-- Listed entries follows --

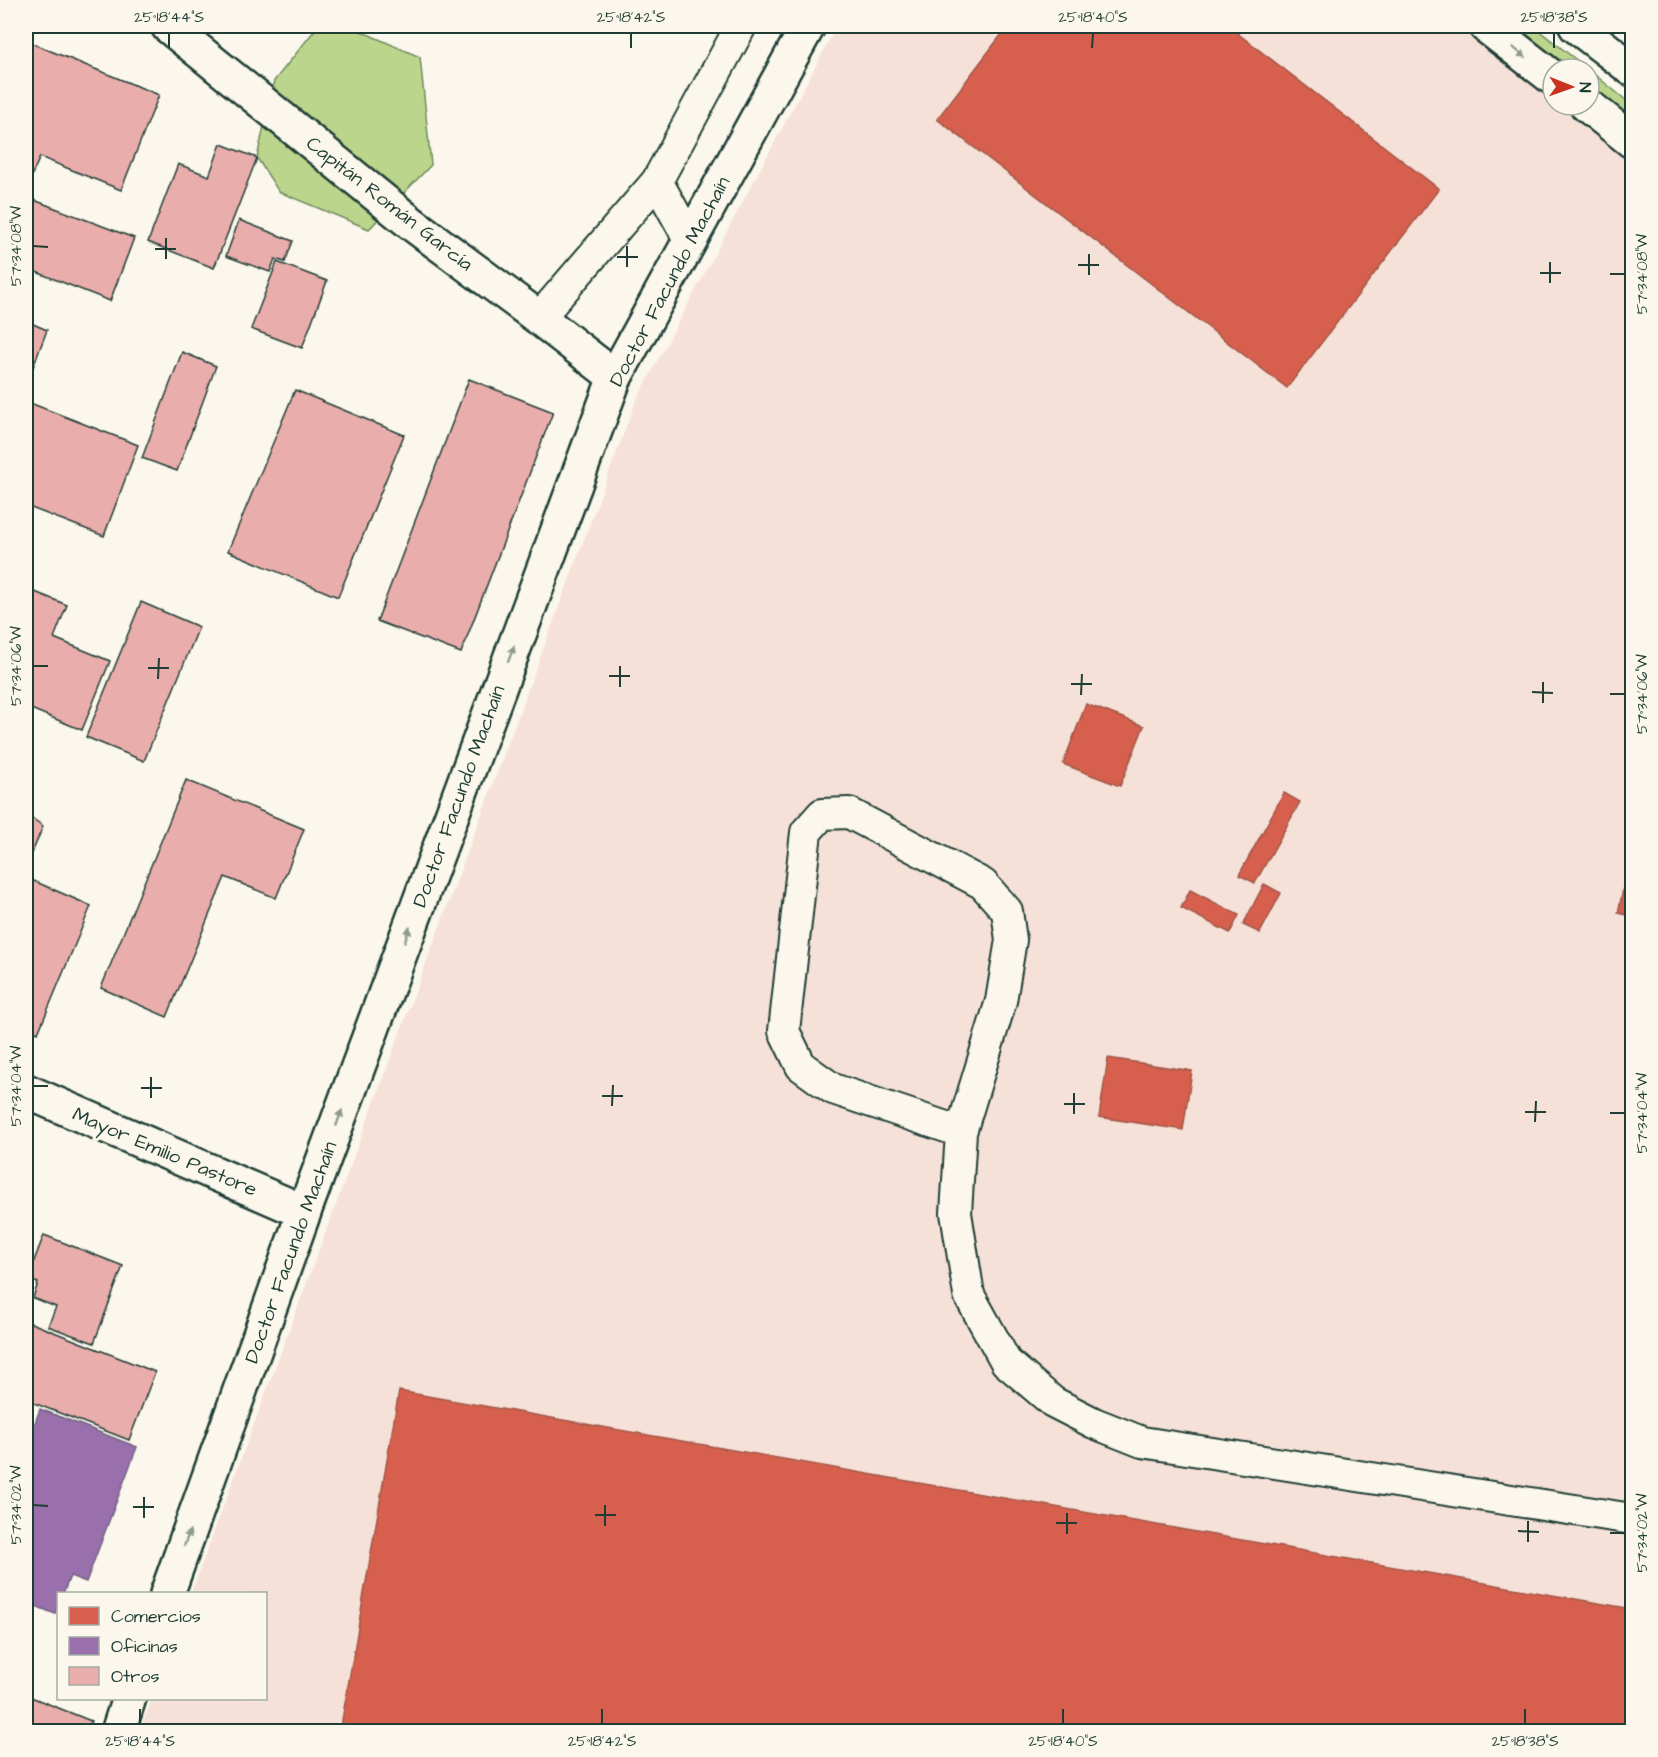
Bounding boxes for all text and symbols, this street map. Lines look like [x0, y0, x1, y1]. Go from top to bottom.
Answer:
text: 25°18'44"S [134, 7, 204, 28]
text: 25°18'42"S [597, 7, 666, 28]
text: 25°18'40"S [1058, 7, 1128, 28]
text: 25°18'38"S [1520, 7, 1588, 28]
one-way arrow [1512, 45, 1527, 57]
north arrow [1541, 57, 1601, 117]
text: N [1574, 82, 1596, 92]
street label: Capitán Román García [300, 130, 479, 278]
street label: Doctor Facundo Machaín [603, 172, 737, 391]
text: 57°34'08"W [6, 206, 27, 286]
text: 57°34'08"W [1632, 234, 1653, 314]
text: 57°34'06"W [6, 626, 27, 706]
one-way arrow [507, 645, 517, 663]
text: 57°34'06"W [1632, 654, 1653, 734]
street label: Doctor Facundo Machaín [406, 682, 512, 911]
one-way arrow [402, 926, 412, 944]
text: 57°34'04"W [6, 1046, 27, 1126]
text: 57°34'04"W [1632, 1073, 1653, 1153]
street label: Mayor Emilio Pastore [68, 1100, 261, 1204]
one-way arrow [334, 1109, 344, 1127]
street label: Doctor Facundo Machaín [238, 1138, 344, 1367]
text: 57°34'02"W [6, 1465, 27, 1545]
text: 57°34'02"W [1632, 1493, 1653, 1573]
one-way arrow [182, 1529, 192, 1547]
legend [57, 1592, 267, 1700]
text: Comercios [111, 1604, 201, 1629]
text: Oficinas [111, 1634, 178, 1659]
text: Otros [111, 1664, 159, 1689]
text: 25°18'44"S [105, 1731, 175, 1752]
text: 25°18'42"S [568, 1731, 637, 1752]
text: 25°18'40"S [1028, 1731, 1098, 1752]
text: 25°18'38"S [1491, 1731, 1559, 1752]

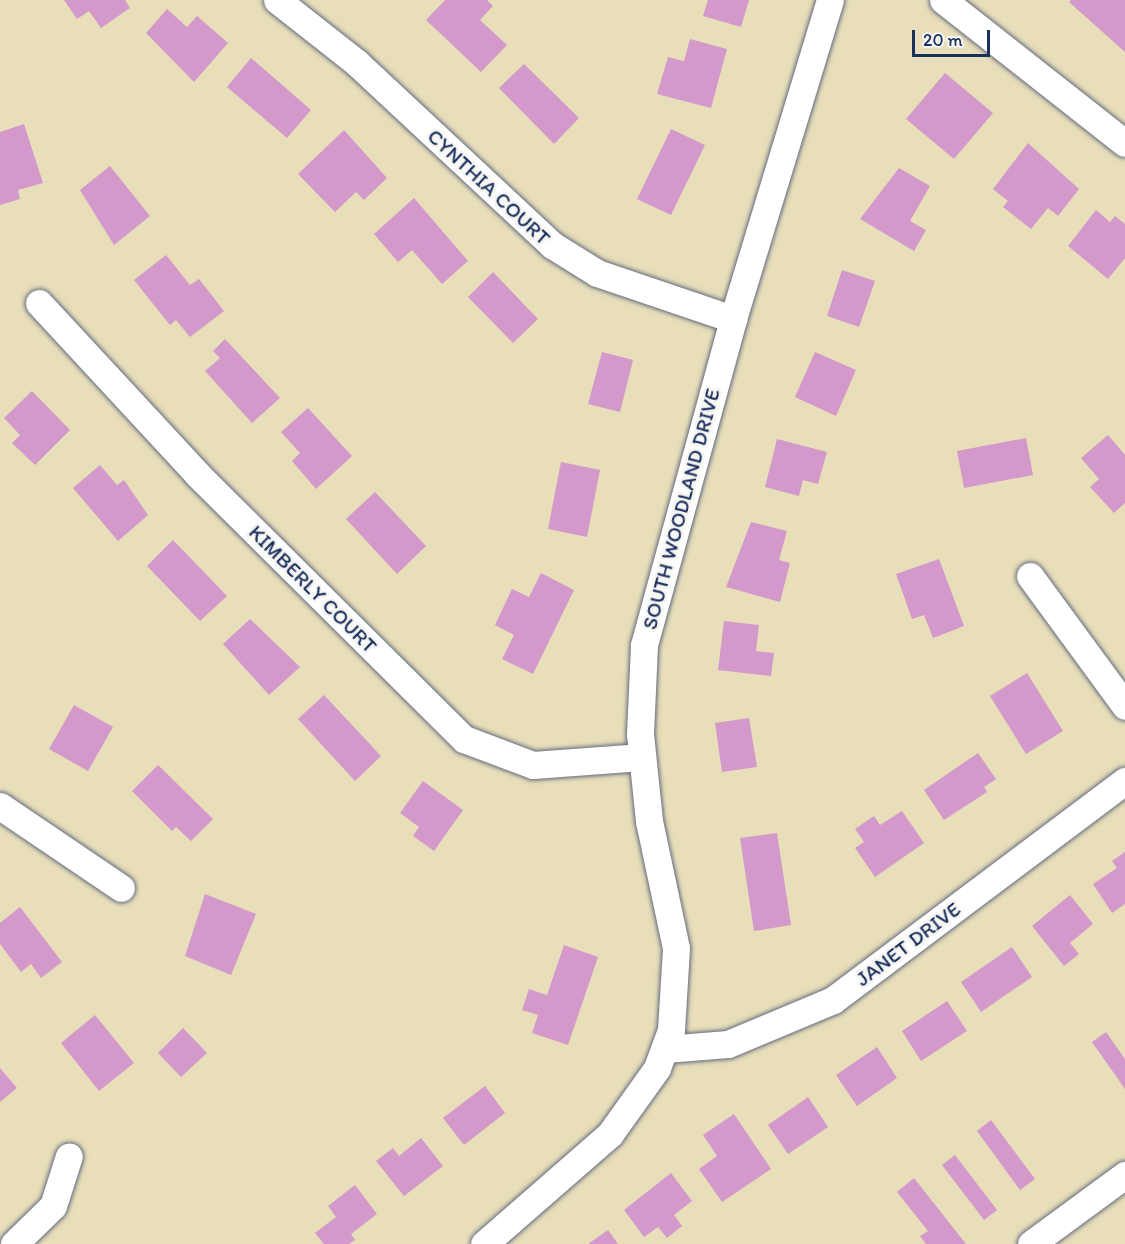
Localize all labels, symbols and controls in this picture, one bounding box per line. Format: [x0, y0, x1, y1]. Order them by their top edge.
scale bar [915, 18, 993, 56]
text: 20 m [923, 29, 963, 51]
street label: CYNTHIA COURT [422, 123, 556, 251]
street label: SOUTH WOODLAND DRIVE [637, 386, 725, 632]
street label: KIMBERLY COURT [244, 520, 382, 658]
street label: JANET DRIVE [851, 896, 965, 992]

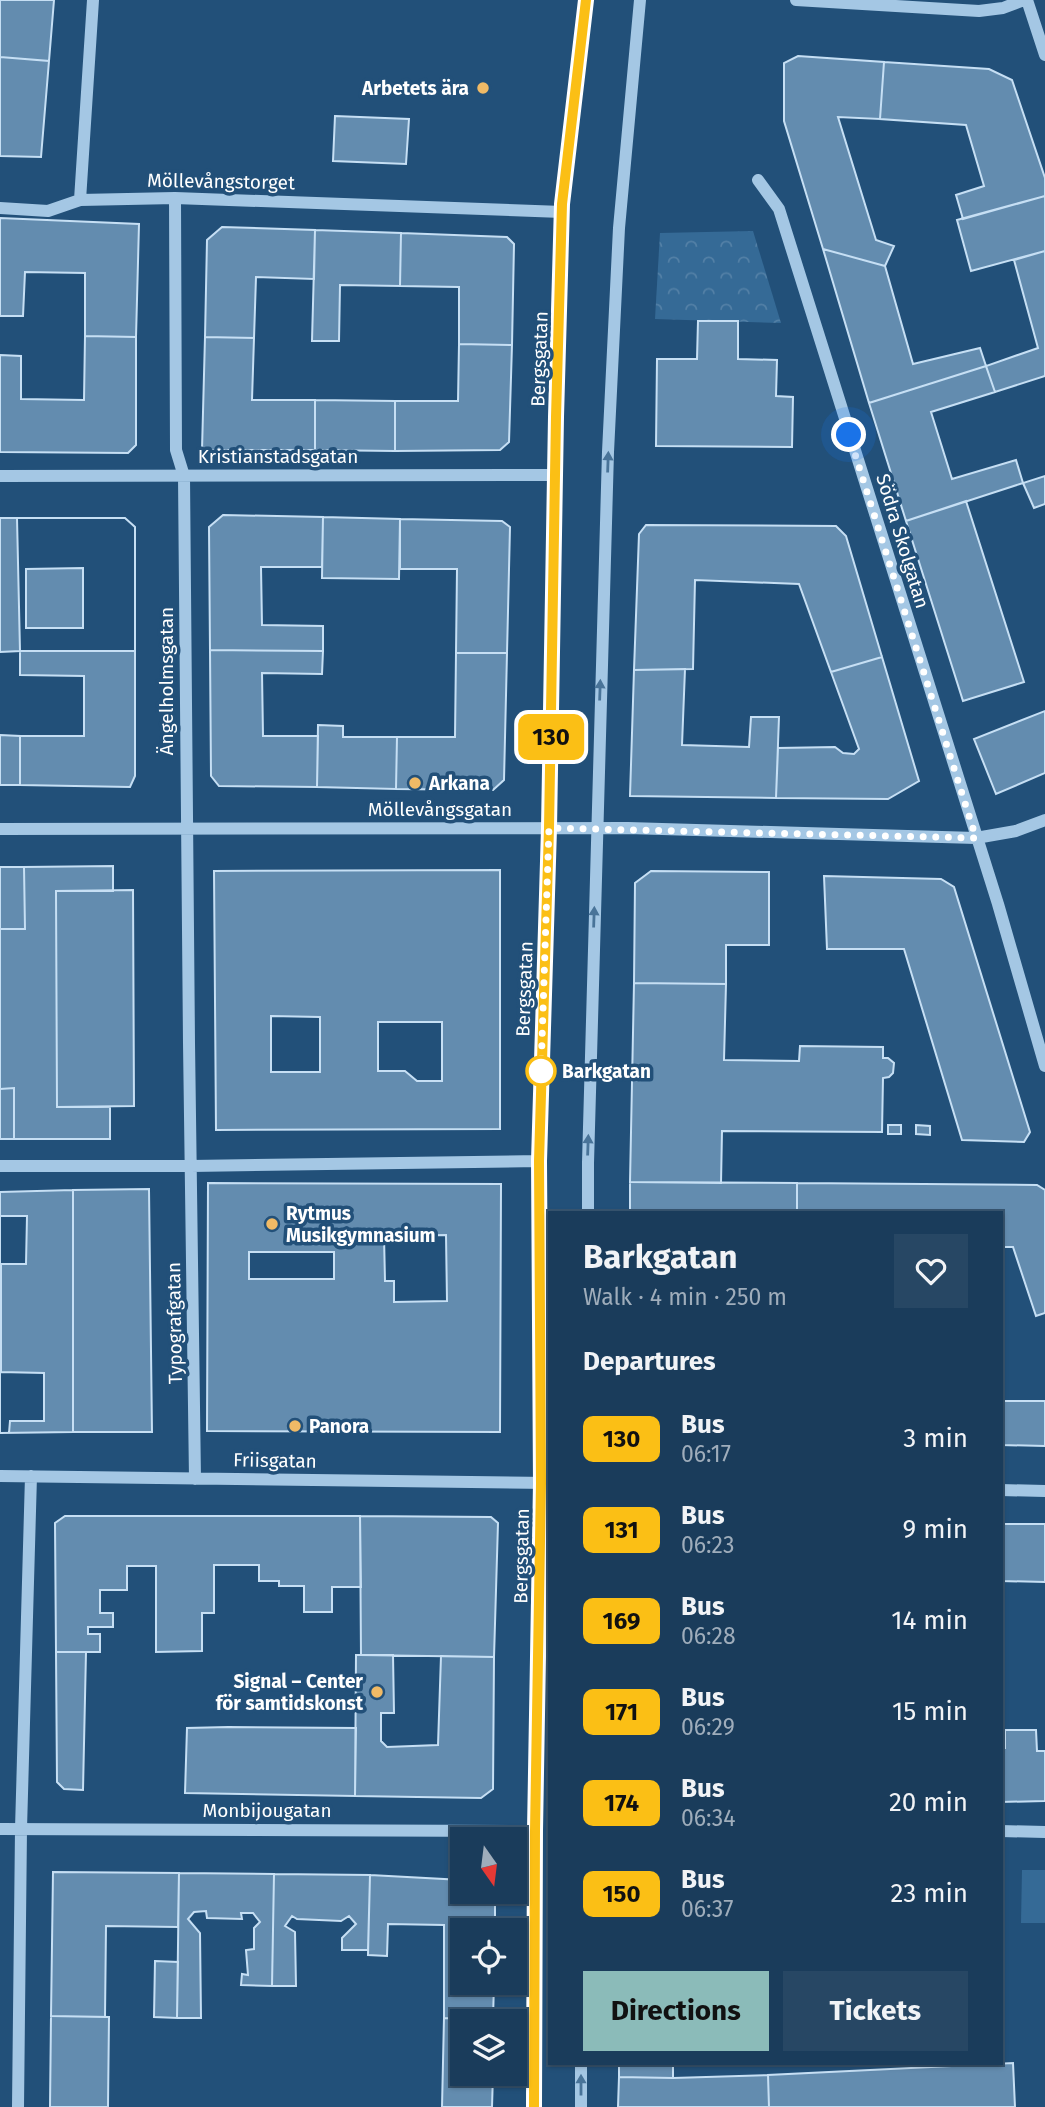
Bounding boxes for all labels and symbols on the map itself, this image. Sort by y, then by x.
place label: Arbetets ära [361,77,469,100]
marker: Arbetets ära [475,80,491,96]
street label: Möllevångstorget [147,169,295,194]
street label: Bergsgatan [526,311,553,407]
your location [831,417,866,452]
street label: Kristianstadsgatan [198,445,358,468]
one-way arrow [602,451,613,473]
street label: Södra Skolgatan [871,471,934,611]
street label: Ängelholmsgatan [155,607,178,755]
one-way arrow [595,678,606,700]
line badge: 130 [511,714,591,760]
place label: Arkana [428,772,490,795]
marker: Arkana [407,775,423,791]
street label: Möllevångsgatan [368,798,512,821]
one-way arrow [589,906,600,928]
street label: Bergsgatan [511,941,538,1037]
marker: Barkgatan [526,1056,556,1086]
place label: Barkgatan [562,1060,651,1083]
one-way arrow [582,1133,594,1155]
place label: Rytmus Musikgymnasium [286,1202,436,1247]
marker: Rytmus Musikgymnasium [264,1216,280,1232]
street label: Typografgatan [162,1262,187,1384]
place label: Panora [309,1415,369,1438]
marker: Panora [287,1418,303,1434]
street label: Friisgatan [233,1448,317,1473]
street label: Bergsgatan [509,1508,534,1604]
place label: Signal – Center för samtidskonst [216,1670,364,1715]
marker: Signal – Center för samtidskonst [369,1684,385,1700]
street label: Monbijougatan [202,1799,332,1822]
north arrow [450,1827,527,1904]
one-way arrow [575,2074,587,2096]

-- Listed entries concluded --

-- What is being asked --
Supply the count of lines in the entries that contain the word "symbols", and nothing besides.

-- Answer to the exercise --
3